*** Opening of SUPPLIED INFORMATION ***
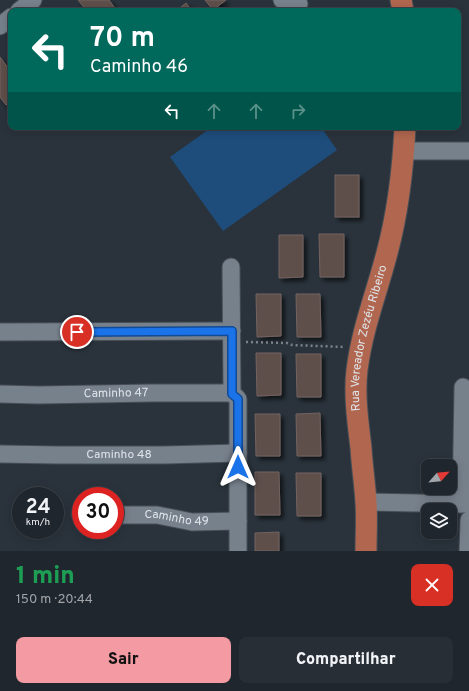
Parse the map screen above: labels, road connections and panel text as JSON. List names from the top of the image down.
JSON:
{
  "streets": {
    "main road": ["Rua Vereador Zezéu Ribeiro"],
    "street": ["Caminho 47", "Caminho 48", "Caminho 49"]
  },
  "north": "top right",
  "page": {
    "turn": ["70 m", "Caminho 46"],
    "speed": "24 km/h",
    "limit": "30",
    "heading": ["1 min", "150 m · 20:44"],
    "buttons": ["Sair", "Compartilhar"]
  }
}
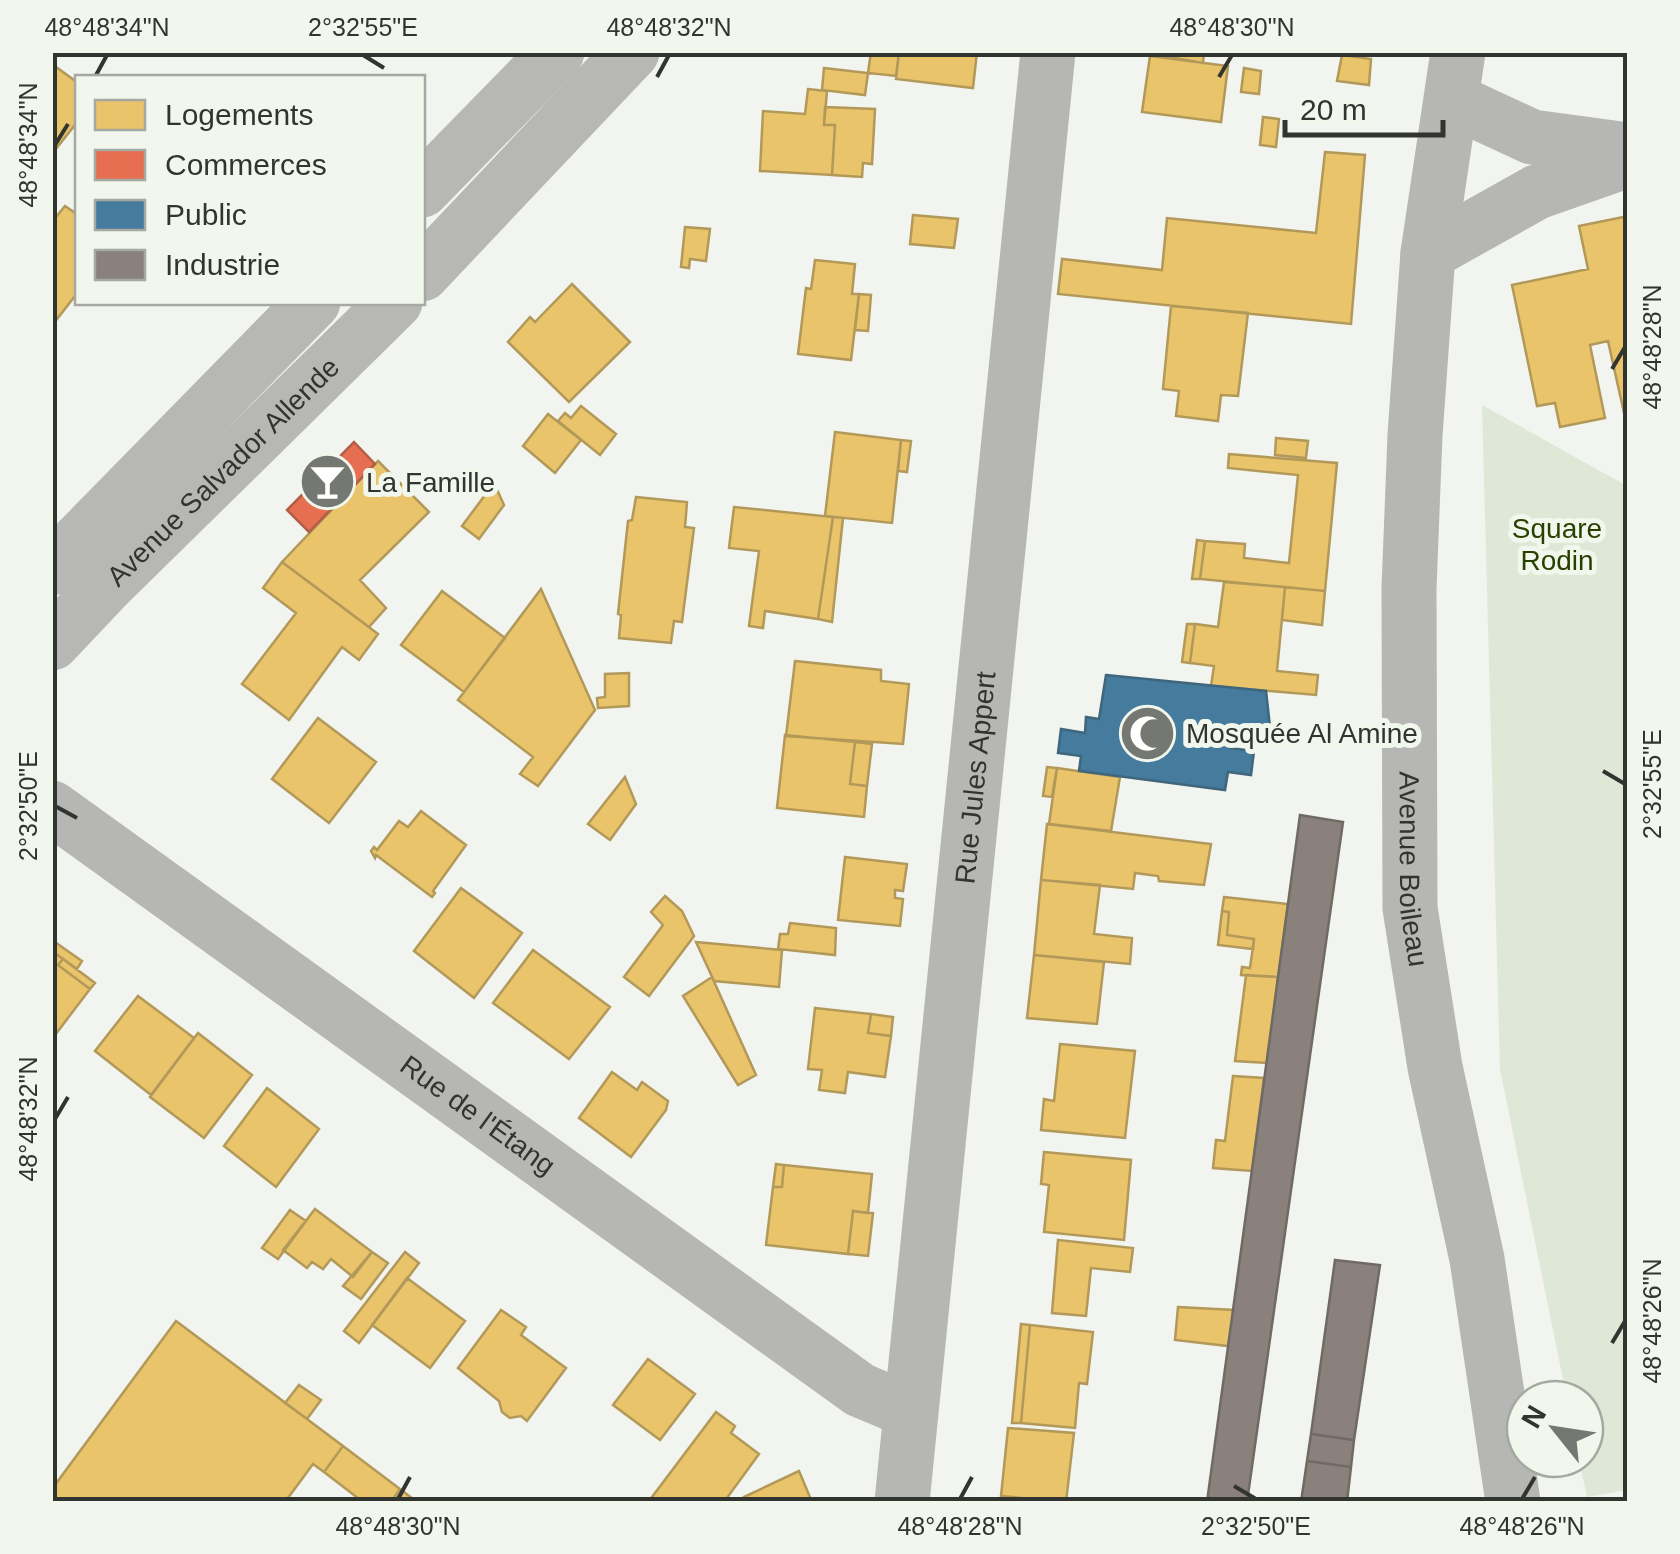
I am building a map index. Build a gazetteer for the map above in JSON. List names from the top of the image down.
{
  "streets": {
    "main road": ["Avenue Salvador Allende"],
    "street": ["Rue Jules Appert", "Avenue Boileau", "Rue de l'Étang"]
  },
  "crossings": [
    ["Rue Jules Appert", "Rue de l'Étang"]
  ],
  "parks": ["Square Rodin"],
  "places": {
    "bar": ["La Famille"],
    "mosque": ["Mosquée Al Amine"]
  },
  "legend": [
    "Logements",
    "Commerces",
    "Public",
    "Industrie"
  ],
  "scale_bar": "20 m",
  "north": "top left",
  "coordinates": [
    "48°48'34\"N",
    "2°32'55\"E",
    "48°48'32\"N",
    "48°48'30\"N",
    "48°48'28\"N",
    "2°32'50\"E",
    "48°48'26\"N"
  ]
}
*** Close of SUPPLIED INFORMATION ***
• YOUR GOAL: Word for word, write out each of the records, but not the pictures.

• EXERCISE RESULT:
Parse the map screen above: labels, road connections and panel text as JSON. List names from the top of the image down.
JSON:
{
  "streets": {
    "main road": ["Rua Vereador Zezéu Ribeiro"],
    "street": ["Caminho 47", "Caminho 48", "Caminho 49"]
  },
  "north": "top right",
  "page": {
    "turn": ["70 m", "Caminho 46"],
    "speed": "24 km/h",
    "limit": "30",
    "heading": ["1 min", "150 m · 20:44"],
    "buttons": ["Sair", "Compartilhar"]
  }
}
I am building a map index. Build a gazetteer for the map above in JSON. List names from the top of the image down.
{
  "streets": {
    "main road": ["Avenue Salvador Allende"],
    "street": ["Rue Jules Appert", "Avenue Boileau", "Rue de l'Étang"]
  },
  "crossings": [
    ["Rue Jules Appert", "Rue de l'Étang"]
  ],
  "parks": ["Square Rodin"],
  "places": {
    "bar": ["La Famille"],
    "mosque": ["Mosquée Al Amine"]
  },
  "legend": [
    "Logements",
    "Commerces",
    "Public",
    "Industrie"
  ],
  "scale_bar": "20 m",
  "north": "top left",
  "coordinates": [
    "48°48'34\"N",
    "2°32'55\"E",
    "48°48'32\"N",
    "48°48'30\"N",
    "48°48'28\"N",
    "2°32'50\"E",
    "48°48'26\"N"
  ]
}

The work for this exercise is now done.